鑑定書内容:財)日本美術刀剣保存協会 重要刀装具[N.B.T.H.K]Juyo Tousougu No.62

- NO.B271
- 銘:無銘 甚五
- 法量:縦:74mm 横:72mm 厚:4mm
- 価格:御売約 Sold Out
- 肥後金工大鑑、刀装小道具講座、肥後の金工、所載品
- 米野健一氏旧蔵品
肥後金工を代表する本流は、林・平田・西・志水の四家であり、皆初代は細川三斎忠興に抱えられ、指導を受けた。寛永九年、加藤家改易の後に、子忠利が熊本五十四万石に封ぜられると、三斎は同国の八代に移り、八代城を隠居城とした。
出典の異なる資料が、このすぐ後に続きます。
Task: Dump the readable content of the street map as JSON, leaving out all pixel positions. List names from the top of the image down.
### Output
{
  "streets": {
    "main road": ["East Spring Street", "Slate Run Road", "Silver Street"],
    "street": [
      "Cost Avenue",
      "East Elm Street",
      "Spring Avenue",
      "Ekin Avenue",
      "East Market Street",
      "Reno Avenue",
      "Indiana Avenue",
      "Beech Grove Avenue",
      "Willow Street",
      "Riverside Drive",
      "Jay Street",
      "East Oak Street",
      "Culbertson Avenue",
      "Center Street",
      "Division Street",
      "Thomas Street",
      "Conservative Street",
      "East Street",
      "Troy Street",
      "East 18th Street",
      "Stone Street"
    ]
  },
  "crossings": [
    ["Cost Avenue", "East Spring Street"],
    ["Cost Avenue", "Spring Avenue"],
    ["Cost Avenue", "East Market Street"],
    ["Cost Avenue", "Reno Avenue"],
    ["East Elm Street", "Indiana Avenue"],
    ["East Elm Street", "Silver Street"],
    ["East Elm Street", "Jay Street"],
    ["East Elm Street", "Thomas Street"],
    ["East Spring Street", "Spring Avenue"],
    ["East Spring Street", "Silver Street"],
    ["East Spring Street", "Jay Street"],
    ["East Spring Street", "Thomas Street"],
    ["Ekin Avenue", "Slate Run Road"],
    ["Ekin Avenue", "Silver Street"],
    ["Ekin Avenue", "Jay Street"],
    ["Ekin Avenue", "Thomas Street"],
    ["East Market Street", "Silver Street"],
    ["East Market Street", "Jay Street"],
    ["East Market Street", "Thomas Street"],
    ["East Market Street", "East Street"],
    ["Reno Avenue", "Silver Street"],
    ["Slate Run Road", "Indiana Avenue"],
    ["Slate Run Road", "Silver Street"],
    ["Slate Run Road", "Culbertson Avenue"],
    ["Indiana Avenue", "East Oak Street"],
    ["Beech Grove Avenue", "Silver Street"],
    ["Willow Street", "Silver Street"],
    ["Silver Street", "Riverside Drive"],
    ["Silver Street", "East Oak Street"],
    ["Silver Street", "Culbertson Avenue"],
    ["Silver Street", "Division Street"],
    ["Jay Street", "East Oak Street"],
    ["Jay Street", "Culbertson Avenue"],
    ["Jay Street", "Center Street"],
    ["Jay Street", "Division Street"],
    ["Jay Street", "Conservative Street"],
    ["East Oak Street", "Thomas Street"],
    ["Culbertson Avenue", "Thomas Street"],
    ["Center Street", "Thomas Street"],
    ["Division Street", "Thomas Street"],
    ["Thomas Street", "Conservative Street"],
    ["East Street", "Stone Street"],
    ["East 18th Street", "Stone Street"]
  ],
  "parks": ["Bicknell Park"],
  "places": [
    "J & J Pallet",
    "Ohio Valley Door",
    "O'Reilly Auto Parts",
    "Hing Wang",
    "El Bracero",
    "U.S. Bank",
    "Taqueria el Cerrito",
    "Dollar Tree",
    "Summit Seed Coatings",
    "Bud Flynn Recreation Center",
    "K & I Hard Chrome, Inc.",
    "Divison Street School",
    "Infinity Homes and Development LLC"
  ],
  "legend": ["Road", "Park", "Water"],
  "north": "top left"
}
甚五は平田彦三の甥と伝え、この時彦三と共に三斎に従い八代に移っている。甚五の作風は肥後金工中、最も強烈な個性を発揮し、槌目焼手仕立ての鉄地に、表は猛禽・鶏・ふくろうなどを大きく真鍮据紋象嵌で力強く表し、裏は空間を大きくとって文様を小さく配し、彩色や肉置きも穏やかにして表裏のバランスをとり、侘寂の趣を深くするよう配慮している。この鐔は、泥障形の鉄槌目地に八方に身をくねらす蛸を真鍮据紋象嵌とし、裏は空間を大きくとって表から繋がる蛸の足を配している。表裏にわたる大胆な構図を取り、斬新で追力に満ちた出来口を示しており、同種の作品群の中でも特に優れた作であり、嘗て肥後刀装具の優品を数多く所蔵した米野健一氏の仕覆が付帯して伝来している。